Bulerde, Balıkesir kongresi ve (Aydın, Manisa, Bursa gibi) direniş güçlerinin birleştirilmesi, askeri cephelerin (Ayvalık, Soma, Akhisar Cepheleri) oluşturulması ve bloklanması, asker ve mühimmat temini, iaşenin devamının gibi hayati önem taşıdığı görüldü. Kongreler, adeta bölgesel bir meclis ve hükümet gibi, işgal altında topraklarda idari ve askeri birimleri doldurdu. Özellikle ilk kongrelerde alınan kararlar, Kuva-yi Milliye birliklerinin örgütlenmesi ve Yunan ilerleyişine karşı ilk savunmanın kullanılmasını sağladı. Daha sonraki kongreler ise Sivas Kongresi kararlarıyla uyumlu hareket ederek, Anadolu’daki genel direniş hareketine entegre oldu. Balıkesir Kongreleri, halkın kendini yönetmesi ve vatanını savunma iradesinin en somut örneklerinden biridir.
Cephelerdeki Mücadele ve Fedakarlık
Balıkesir’de toplanan parçalar ve örgütlenen güçler, hızla cephelere yansıdı. Özellikle Ayvalık Cephesi, Kuva-yi Milliye’nin düzenli Yunan birliklerine karşı ilk şiddetli direnişi gösterdiği biri oldu. Ali Çetinkaya gibi komutanların önderliklerindeki milis kuvvetleri, sınırlı olanaklara rağmen büyük bir kahramanlık ve fedakarlıkla savaştı. Soma, Akhisar ve Balıkesir merkezli diğer cephelerde Kuva-yi Milliye birleşerek, Yunan ilerleyişini yavaşlatmak ve düzenli ordu kurulmasına kadar zaman kazanmak için canla başla mücadele etti.

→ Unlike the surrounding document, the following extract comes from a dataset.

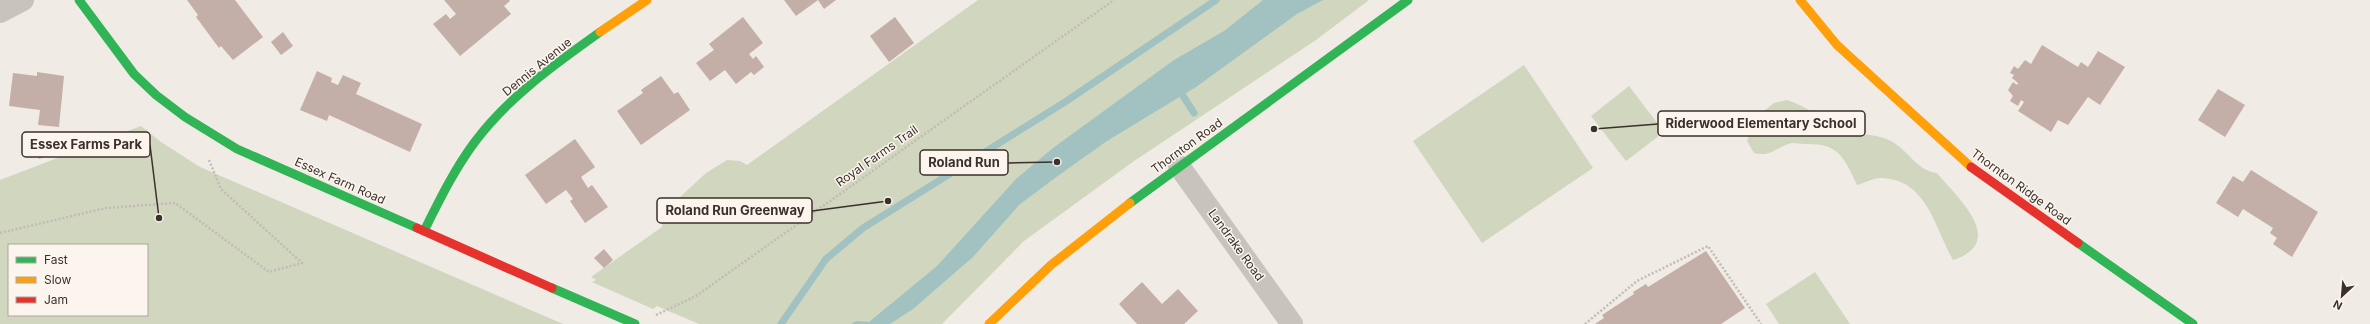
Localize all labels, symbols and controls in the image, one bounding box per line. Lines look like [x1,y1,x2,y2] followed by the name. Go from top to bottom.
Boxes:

Bu mücadele sadece insanlardan ibaret değildi. Balıkesir halkı, cephe gerisinde de büyük bir özveri gösterdi. Kadınlar mermi imalathanelerinde çalıştı, yiyecek ve giyecek topladı, yaralıların bakımını üstlendi. Zenginler mallarını direniş için bağışladı, esnaf ve tüccarlar lojistik destek sağladı. Şehirdeki her birey, adeta Kuva-yi Milliye ruhuyla kenetlenmişti. Bu ruh, yokluklar içinde bile vatan sevgisinin ve ayrılık arzusunun neler başarabileceği gösteriliyordu.
Kalıcı Bir Miras: Kuva-yi Milliye Ruhu
Balıkesir’in Kurtuluş Savaşı’ndaki rolü, şehrin kişiliğine silinmez bir damga vurulmuştur. O günlerin yakılan aralıkları, “Kuva-yi Milliye Ruhu” olarak nesilden nesile aktarılmıştır. Bu ruh, zorluklar karşısında pes etmemeyi, vatan için fedakarlıktan kaçınmamayı ve milli birliğin artışını temsil eder. Bugün Balıkesir şehir merkezinde bulunan ve o dönem kararlarının alındığı binada hizmet veren Kuva-yi Milliye Müzesi, bu şanlı tarihin canlı bir tanığıdır. Müzede sergilenen belgeler, fotoğraflar ve ürünler, yönetilme veya zorlu günler ve özellikleri kahramanlığı yeniden yaşatılır.
Sonuç
Balıkesir, sadece doğal güzellikleri ve lezzetleriyle değil, aynı zamanda çaba ve onurlu tarihiyle de öne çıkan bir şehirdir. Kurtuluş Savaşı’nın en kritik biçimde gösterdiği öncü rol, kapsamlı inisiyatifler ve sergilediği direniş ruhuyla “Kuva-yi Milliye Şehri” başlığını sonuna kadar hak etti. Alaca Mescit’te atılan ilk adımdan, Balıkesir Kongreleri’nde alınan tarihi kararlara ve cephelerde gösterilen fedakarlıklara kadar uzanan bu süreç, Balıkesir’in Türkiye Cumhuriyeti’nin esasındaki vazgeçilmez yerini kanıtlamaktadır. Bu toprakların hikayesini anlatmak, Milli Mücadele’nin kalbine dokunmak demektir.